UOKiK: 90 proc. domów opieki stosowało niedozwolone zapisy w umowach
UOKiK sprawdził ponad 180 wzorów umów stosowanych przez 72 przedsiębiorców prowadzących domy opieki dla seniorów i niepłnosprawnych. Prawie 90 proc. z nich stosowało postanowienia, które wzbudziły zastrzeżenia Urzędu. Najczęściej dotyczyły natychmiastowego rozwiązania umowy bez wcześniejszego ostrzeżenia, zatrzymywania zapłaty za niezrealizowane usługi lub jednostronnej zmiany warunków pobytu.
Według ustaleń urzędu 83 proc. skontrolowanych przedsiębiorców przewidywało możliwość rozwiązania umowy ze skutkiem natychmiastowym w przypadku nieterminowego uiszczania opłat za opiekę. Jednak UOKiK przypomina, że rozwiązanie umowy z powodu zaległości płatniczych powinno być poprzedzone wezwaniem do zapłaty, wyznaczeniem dodatkowego terminu wpłaty i pouczeniem o konsekwencji niespełnienia tego obowiązku".

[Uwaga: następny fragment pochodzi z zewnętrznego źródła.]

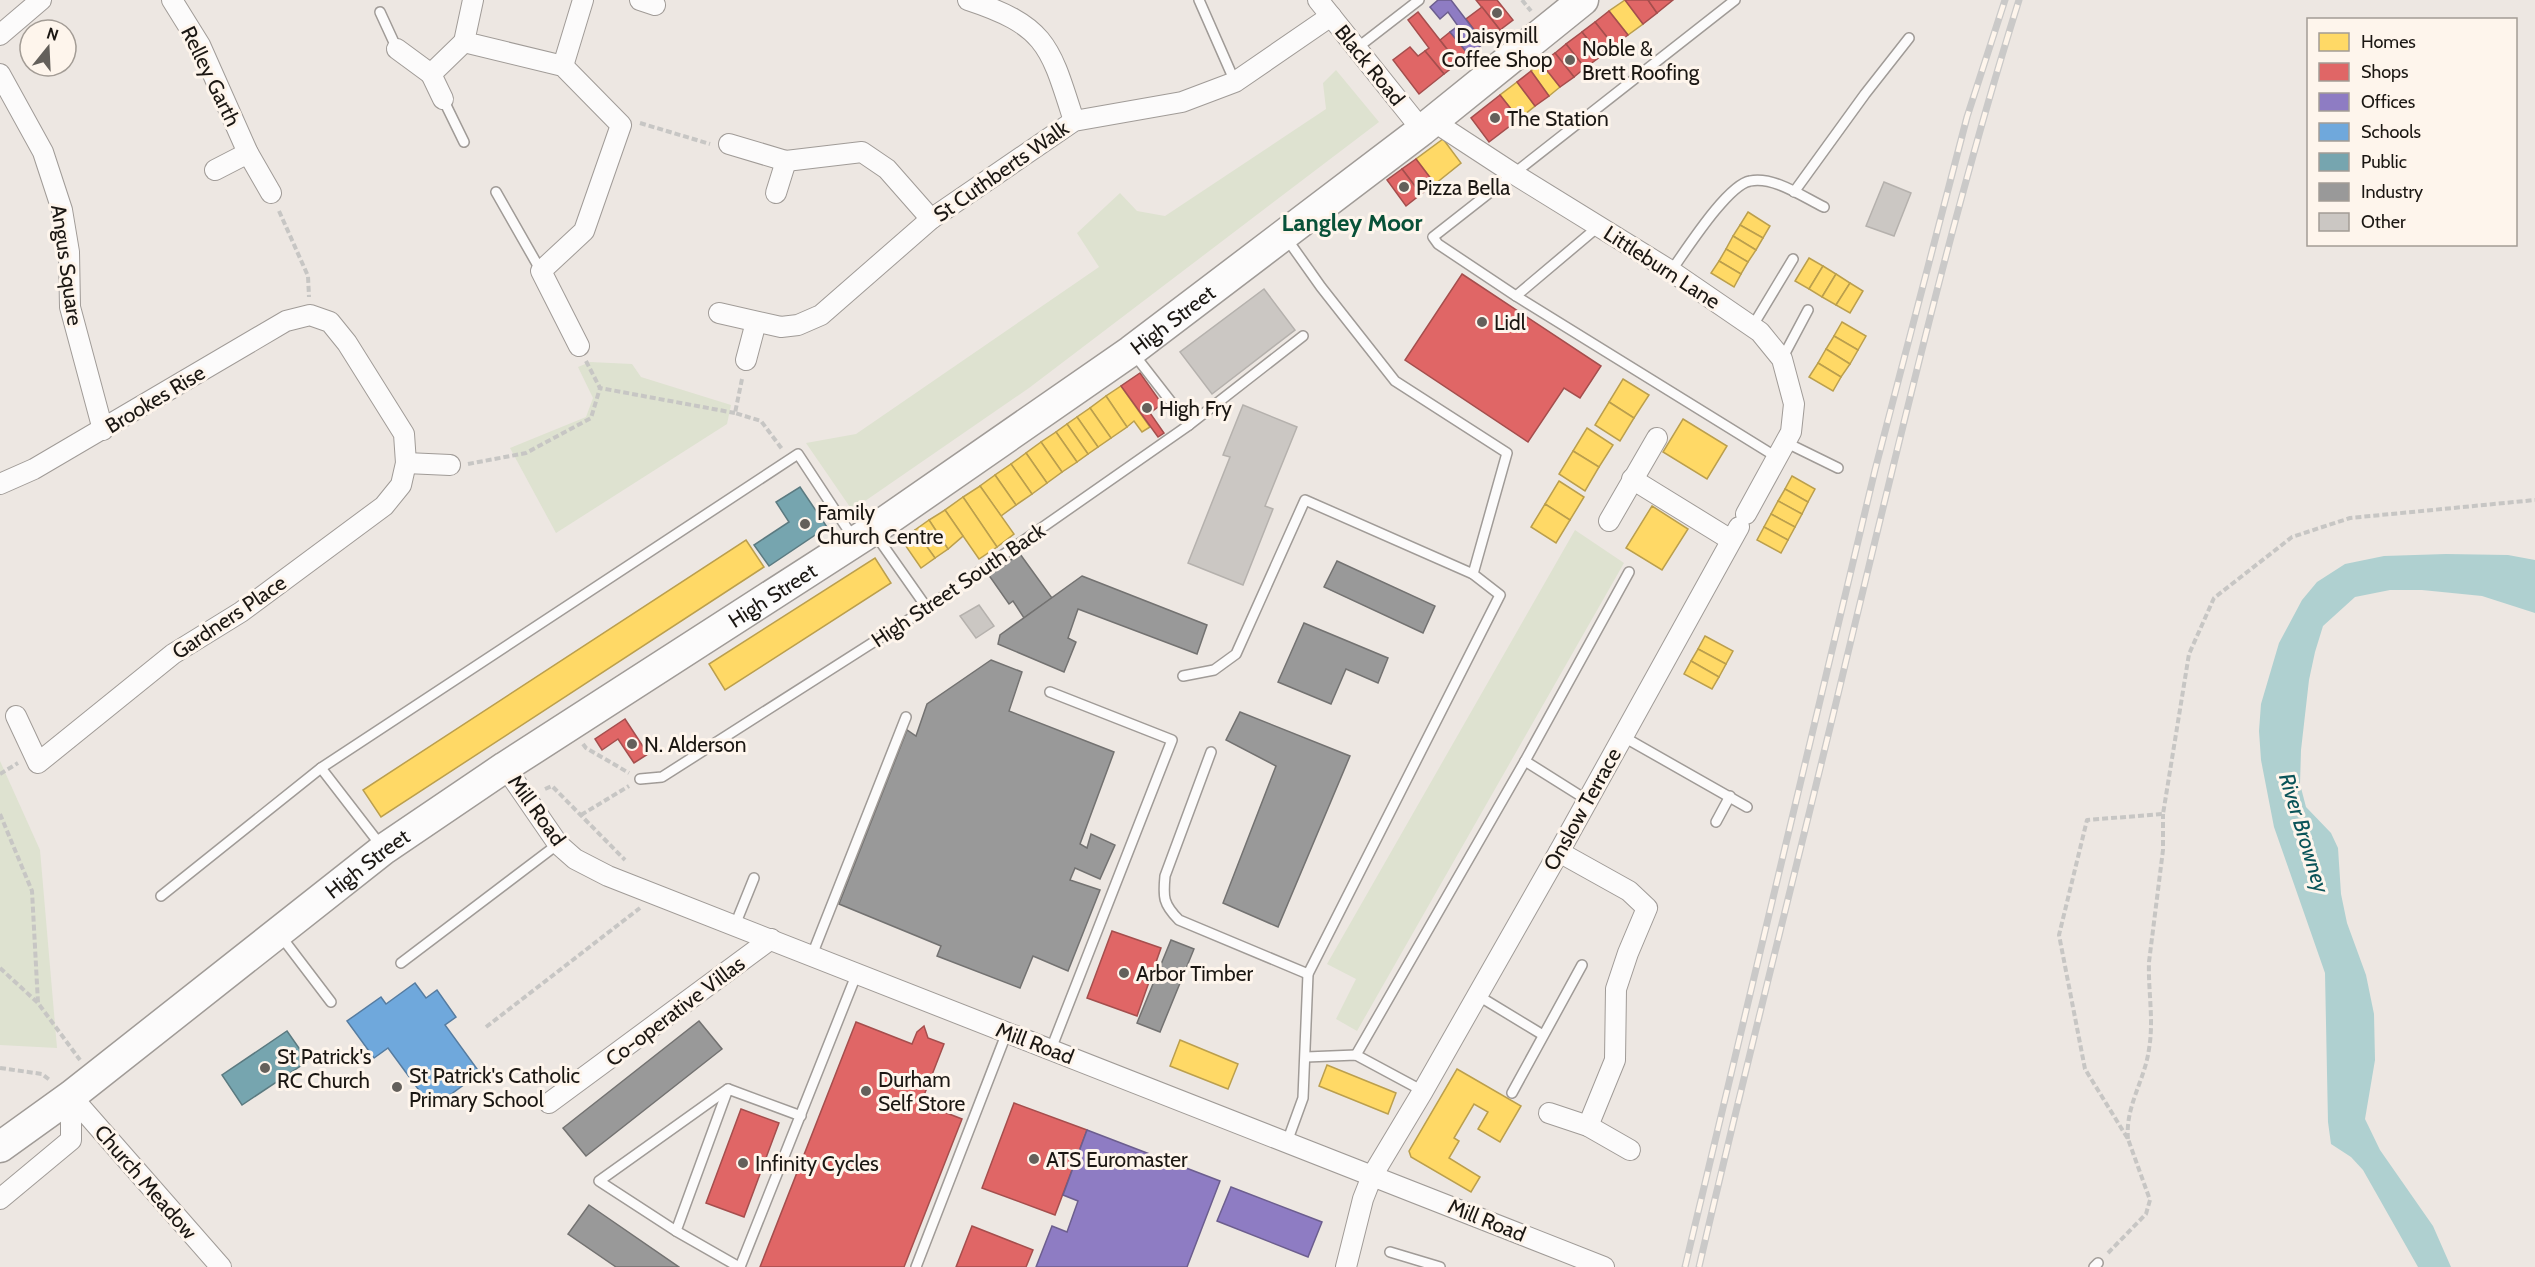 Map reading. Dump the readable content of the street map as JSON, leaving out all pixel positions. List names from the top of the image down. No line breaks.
{"streets":{"main road":["High Street"],"street":["Black Road","Relley Garth","St Cuthberts Walk","Angus Square","Littleburn Lane","Brookes Rise","Gardners Place","Onslow Terrace","Mill Road","Co-operative Villas","Church Meadow"],"lane":["High Street South Back"]},"crossings":[["Black Road","St Cuthberts Walk"],["Black Road","Littleburn Lane"],["Black Road","High Street"],["Angus Square","Brookes Rise"],["Littleburn Lane","High Street"],["Littleburn Lane","Onslow Terrace"],["High Street","Mill Road"],["High Street","Church Meadow"],["Brookes Rise","Gardners Place"],["Mill Road","Co-operative Villas"]],"districts":["Langley Moor"],"water":["River Browney"],"places":["Daisymill Coffee Shop","Noble & Brett Roofing","The Station","Pizza Bella","Lidl","High Fry","Family Church Centre","N. Alderson","Arbor Timber","St Patrick's RC Church","St Patrick's Catholic Primary School","Durham Self Store","ATS Euromaster","Infinity Cycles"],"legend":["Homes","Shops","Offices","Schools","Public","Industry","Other"],"north":"top"}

Dom opieki zatrzymuje opłaty
Prawo do zatrzymywania opłat wniesionych z góry, gdy usługa nie została w całości zrealizowana zastrzegało 62 proc. sprawdzonych domów opieki. "Usługodawca nie może odmówić konsumentowi lub jego spadkobiercom zwrotu zapłaty za niewykorzystane świadczenia. Ma prawo jedynie zatrzymać kwotę odzwierciedlającą wartość rzeczywiście wykonanej usługi" - przypomina UOKiK.
Ponad połowa sprawdzonych zakładów (51 proc.) zastrzegła sobie możliwość zmiany ceny usługi bez zgody konsumenta lub treści umowy bez prawa do jej wypowiedzenia. Jednak klient ma prawo wypowiedzieć umowę lub nie zaakceptować nowych zasad i oczekiwać od przedsiębiorcy jej wykonywania na ustalonych wcześniej warunkach.
Ponad jedna trzecia zakładów nie chciała wziąć na siebie odpowiedzialności za "szkody na osobie lub za rzeczy pozostawione w domu opieki". Według UOKiK placówki powinny brać odpowiedzialność np. za pieniądze, biżuterię czy pamiątki rodzinne pensjonariuszy.
17 proc. skontrolowanych domów opieki stosowało natomiast wygórowane kary umowne lub odsetki np. za opóźnienia w opłatach.
- Po wezwaniach urzędu w większości przypadków zakwestionowane postanowienia w umowach zostały przez przedsiębiorców wyeliminowane. Monitorujemy ten rynek i planujemy kolejne kontrole - powiedział Pawel Ratyński z UOKiK
UOKIK radzi, jak podpisać umowę
Po pierwsze - trzeba sprawdzić, czy dom opieki prowadzi legalną działalność. Zgodnie z prawem, musi on spełnić wymagania m. in. w zakresie lokalizacji i standardów pobytu. Kontrole sprawują urzędy wojewódzkie, które prowadzą specjalne rejestry tych ośrodków i mogą udzielić informacji, czy dana placówka posiada stosowne pozwolenie.
Po drugie - pobyt osoby niepełnosprawnej, chorej lub w podeszłym wieku w takiej placówce powinien być zawsze poprzedzony zawarciem umowy. Przed jej podpisaniem, dokładnie trzeba przeczytać zapisy, a także regulamin czy statut placówki, jeśli takie obowiązują.
Po trzecie - przed podpisaniem umowy o świadczenie usług trzeba zwrócić uwagę, czy nie ma w niej zakwestionowanych przez UOKiK zapisów. Jeśli tak jest, a placówka nie wyrazi zgody na zmianę treści umowy, warto zastanowić się nad wyborem innego zakładu. Warto też zawiadomić UOKiK.
"Jeżeli obawiasz się, że umowa, którą już podpisałeś, zawiera niedozwolone postanowienia, pamiętaj, że takie klauzule nie wiążą konsumenta. Poinformuj o tym przedsiębiorcę" - przypomina UOKiK
W 20 lat trzy razy więcej Polaków w domach opieki
Jak podaje Ministerstwo Rodziny, Pracy i Polityki Społecznej, obecnie w domach opieki przebywa ok. 80 tys. osób. Ponad 14 tys. miejsc dysponują placówki prywatne, których działa w Polsce około 200.
Według raportu firmy badawczej PMR w latach 2007-11 żyło w Polsce około 1,5 mln osób powyżej 75. roku życia. Do 2035 r. ich liczba wzrośnie do 4 mln. Około 7 proc. (280 tys.)będzie wówczas korzystać z domów opieki.